I think we misunderstand one another. For every type, we have a way to convert annotations of that type to values of a “Spark type” (SparkAnnotationImpex
). We currently define this mapping for every type. The question/suggestion I made: the correspondence between values (whether realized as region values or annotations) should only be defined on FundamentalType
. A ComplexType
can be imported-to/exported-from Spark
by using the ComplexType
’s realization. I suppose this is irrelevant if we are imminently removing the ability to convert a KeyTable
to/from Spark DataFrame
.
I agree that this is about physical types. If physical types will be added co-temporally with the above proposed changes, then these operations belong there. If not, I think it simplifies the code and the conception to treat FundamentalType
s as the only types that have alignment
and byteSize
(i.e. until further notice FundamentalType
s are one-to-one with the physical types).

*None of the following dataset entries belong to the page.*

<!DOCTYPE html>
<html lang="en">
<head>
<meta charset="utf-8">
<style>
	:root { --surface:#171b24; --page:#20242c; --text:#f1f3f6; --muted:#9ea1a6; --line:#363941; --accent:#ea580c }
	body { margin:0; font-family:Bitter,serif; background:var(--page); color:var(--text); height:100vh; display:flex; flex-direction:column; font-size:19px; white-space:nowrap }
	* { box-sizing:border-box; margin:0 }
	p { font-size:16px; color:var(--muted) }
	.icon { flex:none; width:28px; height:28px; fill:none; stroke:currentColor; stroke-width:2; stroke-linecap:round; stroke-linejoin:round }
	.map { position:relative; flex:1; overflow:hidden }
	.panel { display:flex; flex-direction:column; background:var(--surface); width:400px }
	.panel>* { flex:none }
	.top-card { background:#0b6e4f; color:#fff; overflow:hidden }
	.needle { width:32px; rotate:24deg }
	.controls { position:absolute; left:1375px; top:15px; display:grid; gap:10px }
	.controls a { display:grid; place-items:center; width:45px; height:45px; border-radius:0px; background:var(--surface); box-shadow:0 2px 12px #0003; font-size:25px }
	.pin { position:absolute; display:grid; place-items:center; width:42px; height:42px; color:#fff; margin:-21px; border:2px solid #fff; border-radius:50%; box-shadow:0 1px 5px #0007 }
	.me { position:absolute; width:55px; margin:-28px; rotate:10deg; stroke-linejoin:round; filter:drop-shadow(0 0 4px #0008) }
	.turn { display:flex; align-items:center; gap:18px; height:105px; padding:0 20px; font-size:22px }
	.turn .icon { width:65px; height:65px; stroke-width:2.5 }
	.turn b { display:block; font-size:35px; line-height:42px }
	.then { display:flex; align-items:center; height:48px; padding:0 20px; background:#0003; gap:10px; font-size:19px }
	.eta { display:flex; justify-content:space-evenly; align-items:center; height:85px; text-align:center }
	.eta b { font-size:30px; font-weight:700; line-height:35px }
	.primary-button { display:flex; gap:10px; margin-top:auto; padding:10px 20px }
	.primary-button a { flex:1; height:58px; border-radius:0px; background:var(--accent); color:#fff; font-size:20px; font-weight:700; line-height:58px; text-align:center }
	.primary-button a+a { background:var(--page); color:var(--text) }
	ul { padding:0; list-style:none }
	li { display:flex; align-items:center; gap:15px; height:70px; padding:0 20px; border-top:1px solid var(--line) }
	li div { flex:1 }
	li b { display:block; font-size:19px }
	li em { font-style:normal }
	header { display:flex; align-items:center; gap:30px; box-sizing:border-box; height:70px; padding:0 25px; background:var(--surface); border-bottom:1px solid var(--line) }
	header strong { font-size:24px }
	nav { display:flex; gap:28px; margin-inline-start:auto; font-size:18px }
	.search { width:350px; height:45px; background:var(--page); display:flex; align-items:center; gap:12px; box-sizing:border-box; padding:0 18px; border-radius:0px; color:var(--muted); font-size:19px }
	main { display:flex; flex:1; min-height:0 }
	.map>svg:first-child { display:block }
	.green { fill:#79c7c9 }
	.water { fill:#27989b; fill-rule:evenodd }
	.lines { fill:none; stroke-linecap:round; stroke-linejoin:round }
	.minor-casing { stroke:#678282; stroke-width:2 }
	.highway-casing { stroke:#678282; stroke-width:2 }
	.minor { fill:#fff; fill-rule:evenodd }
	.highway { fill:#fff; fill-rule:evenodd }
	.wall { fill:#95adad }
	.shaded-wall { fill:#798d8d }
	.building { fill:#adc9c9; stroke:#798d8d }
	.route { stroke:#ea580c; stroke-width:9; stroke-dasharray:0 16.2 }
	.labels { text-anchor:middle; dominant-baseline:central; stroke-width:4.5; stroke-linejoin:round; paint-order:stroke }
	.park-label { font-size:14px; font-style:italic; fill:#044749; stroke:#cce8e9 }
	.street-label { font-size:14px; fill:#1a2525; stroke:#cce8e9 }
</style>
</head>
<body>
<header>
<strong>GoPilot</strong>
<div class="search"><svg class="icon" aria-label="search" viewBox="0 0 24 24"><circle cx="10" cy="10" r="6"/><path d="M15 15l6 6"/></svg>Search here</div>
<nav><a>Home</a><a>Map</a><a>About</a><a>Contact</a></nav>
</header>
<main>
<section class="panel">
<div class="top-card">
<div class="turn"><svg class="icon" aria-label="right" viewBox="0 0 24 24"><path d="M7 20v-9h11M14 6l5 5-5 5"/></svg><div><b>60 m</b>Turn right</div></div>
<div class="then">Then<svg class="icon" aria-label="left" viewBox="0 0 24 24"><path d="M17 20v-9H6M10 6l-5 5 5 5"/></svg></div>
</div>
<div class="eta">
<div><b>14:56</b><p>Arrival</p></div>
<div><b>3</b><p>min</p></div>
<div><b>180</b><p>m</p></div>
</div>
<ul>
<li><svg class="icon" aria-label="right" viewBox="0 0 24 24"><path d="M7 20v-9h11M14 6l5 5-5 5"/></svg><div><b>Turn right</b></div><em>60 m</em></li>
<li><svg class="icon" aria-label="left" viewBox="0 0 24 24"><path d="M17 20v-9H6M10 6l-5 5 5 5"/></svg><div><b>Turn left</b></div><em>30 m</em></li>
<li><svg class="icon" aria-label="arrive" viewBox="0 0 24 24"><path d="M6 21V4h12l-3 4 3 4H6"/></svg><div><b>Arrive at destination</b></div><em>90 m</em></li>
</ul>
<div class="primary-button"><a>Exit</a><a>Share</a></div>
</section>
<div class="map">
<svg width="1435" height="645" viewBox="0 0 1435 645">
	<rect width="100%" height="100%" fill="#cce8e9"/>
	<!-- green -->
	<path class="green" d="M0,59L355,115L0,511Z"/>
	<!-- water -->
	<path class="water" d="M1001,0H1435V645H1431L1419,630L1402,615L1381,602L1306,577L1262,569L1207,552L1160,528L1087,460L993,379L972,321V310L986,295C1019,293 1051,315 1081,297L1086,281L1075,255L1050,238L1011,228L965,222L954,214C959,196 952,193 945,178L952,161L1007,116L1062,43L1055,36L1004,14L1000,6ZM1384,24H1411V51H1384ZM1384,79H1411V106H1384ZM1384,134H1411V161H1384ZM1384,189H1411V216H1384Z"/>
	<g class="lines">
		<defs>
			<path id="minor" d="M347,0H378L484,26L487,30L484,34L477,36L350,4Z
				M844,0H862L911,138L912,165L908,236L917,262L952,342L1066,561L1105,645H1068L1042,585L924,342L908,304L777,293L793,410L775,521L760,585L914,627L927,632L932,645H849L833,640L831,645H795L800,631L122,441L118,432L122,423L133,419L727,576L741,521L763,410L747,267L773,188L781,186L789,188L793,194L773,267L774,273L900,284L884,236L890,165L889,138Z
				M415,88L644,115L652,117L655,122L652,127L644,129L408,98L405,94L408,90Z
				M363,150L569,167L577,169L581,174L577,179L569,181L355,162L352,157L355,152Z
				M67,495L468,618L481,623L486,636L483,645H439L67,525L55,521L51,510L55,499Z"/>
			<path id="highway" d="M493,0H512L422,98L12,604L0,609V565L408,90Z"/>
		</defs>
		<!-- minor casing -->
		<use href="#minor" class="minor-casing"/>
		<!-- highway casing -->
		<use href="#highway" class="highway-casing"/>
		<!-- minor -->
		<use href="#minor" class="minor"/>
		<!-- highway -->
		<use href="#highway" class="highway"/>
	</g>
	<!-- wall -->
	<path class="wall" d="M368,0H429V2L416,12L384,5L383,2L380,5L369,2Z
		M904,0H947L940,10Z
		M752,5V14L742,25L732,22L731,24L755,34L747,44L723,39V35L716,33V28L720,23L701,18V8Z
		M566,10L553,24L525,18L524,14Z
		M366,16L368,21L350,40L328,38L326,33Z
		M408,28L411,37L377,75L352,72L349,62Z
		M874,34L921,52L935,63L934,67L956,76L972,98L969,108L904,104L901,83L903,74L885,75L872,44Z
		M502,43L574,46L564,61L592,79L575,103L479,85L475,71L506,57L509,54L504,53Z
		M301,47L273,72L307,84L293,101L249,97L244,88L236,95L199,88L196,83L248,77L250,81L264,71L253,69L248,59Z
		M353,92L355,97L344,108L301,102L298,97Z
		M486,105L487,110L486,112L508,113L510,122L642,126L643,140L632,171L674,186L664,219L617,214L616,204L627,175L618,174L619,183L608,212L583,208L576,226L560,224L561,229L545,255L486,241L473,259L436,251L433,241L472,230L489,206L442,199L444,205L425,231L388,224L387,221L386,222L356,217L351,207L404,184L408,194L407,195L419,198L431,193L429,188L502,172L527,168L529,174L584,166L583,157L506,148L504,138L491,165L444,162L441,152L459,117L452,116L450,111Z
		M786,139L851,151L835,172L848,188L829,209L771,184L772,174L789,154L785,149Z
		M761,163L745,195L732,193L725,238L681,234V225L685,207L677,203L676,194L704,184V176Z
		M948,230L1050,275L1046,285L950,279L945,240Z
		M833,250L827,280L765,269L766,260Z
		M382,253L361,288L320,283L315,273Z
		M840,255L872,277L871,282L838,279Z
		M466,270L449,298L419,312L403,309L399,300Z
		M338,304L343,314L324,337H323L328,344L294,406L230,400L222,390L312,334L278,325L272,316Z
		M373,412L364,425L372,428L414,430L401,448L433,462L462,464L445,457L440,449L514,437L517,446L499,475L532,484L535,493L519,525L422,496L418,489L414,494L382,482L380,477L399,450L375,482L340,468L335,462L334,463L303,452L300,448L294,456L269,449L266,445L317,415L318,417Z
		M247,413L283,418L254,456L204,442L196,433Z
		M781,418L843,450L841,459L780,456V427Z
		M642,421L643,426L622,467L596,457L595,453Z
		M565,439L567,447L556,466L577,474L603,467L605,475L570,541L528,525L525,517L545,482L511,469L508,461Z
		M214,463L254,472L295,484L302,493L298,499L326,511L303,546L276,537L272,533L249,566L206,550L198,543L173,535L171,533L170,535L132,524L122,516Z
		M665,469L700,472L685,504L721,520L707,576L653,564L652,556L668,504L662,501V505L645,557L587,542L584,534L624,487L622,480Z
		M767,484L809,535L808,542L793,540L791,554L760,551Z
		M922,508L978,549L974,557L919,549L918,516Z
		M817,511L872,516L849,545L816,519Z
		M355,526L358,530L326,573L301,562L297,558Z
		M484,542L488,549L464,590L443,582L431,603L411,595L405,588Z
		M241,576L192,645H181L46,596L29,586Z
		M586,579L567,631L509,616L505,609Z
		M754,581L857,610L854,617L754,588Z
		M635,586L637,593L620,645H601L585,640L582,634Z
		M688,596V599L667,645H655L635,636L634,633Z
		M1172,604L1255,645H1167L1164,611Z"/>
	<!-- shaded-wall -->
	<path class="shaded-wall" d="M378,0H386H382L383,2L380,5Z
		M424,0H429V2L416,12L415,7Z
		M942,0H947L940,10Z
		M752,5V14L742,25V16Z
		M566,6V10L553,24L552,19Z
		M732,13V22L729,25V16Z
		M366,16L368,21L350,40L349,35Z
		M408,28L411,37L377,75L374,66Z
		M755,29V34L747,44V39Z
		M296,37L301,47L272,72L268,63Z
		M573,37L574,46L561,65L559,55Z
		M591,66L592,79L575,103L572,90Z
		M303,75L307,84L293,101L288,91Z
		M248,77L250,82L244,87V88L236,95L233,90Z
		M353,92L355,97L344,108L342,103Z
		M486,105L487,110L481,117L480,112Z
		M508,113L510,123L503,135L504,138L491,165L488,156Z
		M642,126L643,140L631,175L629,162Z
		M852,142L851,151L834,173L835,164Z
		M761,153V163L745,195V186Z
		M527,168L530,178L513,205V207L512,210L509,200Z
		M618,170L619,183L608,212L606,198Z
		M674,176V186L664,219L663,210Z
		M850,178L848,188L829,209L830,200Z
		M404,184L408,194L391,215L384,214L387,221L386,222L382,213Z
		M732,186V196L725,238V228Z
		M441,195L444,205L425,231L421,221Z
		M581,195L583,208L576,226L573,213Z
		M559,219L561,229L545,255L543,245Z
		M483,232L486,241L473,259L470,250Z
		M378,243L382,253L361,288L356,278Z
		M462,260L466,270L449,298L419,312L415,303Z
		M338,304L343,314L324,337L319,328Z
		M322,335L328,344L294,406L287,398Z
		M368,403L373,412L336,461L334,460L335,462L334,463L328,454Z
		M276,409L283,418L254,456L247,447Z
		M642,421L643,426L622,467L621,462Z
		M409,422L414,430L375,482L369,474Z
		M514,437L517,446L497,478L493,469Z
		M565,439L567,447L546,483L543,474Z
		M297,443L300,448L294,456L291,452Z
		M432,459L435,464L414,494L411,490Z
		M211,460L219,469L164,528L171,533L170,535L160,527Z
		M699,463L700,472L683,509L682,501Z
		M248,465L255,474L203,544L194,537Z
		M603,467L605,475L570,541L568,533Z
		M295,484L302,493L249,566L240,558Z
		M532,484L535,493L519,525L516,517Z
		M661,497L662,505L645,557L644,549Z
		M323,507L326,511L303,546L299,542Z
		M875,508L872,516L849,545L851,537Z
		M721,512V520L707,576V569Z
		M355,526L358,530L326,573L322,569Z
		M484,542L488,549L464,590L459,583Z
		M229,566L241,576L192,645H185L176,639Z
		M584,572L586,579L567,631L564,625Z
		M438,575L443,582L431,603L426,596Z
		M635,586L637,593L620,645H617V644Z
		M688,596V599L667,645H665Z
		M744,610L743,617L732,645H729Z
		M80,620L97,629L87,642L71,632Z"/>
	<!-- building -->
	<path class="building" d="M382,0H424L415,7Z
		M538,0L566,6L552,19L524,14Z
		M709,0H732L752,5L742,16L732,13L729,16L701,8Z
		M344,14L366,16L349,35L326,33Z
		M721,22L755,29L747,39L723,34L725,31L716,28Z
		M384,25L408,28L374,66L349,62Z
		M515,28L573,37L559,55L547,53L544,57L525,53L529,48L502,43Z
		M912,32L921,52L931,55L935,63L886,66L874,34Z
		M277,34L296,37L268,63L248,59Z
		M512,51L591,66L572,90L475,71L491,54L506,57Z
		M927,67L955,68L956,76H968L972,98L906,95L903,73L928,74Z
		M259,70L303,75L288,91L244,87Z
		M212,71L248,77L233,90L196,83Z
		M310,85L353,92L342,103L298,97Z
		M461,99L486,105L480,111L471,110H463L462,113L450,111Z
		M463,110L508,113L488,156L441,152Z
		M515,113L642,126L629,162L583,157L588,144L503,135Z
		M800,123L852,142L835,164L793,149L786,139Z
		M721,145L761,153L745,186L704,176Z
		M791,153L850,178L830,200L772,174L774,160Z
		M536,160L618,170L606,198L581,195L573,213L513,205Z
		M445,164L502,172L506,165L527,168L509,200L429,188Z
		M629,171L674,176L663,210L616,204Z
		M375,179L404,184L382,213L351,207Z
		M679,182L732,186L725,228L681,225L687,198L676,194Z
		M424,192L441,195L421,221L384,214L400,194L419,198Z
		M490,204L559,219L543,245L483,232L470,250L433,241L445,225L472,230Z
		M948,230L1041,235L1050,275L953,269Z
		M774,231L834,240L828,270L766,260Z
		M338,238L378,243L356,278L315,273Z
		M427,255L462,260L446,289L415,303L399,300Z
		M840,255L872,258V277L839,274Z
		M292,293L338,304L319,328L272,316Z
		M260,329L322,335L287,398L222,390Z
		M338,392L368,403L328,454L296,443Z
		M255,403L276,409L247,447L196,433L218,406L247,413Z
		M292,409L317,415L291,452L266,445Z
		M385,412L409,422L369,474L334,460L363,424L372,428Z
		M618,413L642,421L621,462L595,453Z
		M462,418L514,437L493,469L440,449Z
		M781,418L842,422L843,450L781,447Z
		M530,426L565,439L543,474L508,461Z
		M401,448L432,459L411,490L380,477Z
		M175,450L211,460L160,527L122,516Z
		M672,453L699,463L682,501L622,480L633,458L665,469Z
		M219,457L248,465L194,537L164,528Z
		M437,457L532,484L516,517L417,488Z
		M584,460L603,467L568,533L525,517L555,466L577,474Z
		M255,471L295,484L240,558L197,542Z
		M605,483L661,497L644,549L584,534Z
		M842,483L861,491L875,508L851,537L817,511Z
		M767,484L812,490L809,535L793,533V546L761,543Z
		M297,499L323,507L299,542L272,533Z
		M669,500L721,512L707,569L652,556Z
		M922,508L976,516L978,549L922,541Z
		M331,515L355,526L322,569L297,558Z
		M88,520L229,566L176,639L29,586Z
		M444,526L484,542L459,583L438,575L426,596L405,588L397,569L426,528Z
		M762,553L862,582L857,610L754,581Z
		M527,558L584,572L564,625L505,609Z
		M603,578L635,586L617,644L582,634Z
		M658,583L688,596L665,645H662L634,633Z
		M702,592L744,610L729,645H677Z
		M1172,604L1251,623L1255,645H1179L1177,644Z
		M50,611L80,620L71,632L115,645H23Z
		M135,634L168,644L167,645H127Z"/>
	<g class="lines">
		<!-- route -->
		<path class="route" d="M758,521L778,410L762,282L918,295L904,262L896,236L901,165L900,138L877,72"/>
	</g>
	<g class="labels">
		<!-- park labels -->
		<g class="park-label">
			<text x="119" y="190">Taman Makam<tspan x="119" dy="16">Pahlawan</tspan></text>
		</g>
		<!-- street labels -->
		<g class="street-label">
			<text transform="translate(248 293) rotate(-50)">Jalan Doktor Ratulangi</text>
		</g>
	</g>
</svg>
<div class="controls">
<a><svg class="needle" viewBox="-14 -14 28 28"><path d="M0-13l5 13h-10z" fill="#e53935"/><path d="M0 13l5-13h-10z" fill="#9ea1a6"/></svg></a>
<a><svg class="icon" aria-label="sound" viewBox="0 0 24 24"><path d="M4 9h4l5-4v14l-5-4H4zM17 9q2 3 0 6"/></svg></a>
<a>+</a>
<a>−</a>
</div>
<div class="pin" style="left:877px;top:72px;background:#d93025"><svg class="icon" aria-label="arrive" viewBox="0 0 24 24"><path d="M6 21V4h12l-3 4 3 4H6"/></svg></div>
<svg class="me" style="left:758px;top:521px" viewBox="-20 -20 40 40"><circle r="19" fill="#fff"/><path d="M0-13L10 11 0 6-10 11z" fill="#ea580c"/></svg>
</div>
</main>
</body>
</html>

I envision a Variant’s JSON-representation including the genome reference. A la:
{ gr: "GRCh38"
, contig: 1
, pos: 1
, ref: "A"
, alt: "B"
}
I suppose there are situations wherein we want to define the genome reference once for an array of Variant
s, but that behavior seems somewhat custom and requiring a fair bit more complicated logic than the current JSONAnnotationImpex
contains.
Ah, I misunderstood your comment on my PR to rv-ify export_plink
. I thought you wanted to created a VariantView so that we could treat anything with the right fields as a Variant.
Agreed. I’m referring to User-defined functions, wherein the user must explicitly annotate types on functions. It seems reasonable that I might write a function on structs with a GT
and and a PL
field. The user can rewrite their function to take two arguments, gt
and pl
. This is fine, but certainly not the nicest possible programming interface. This is not an urgent matter (UDFs don’t currently exist), but it comes to mind when I think about how our users can best interact with Hail.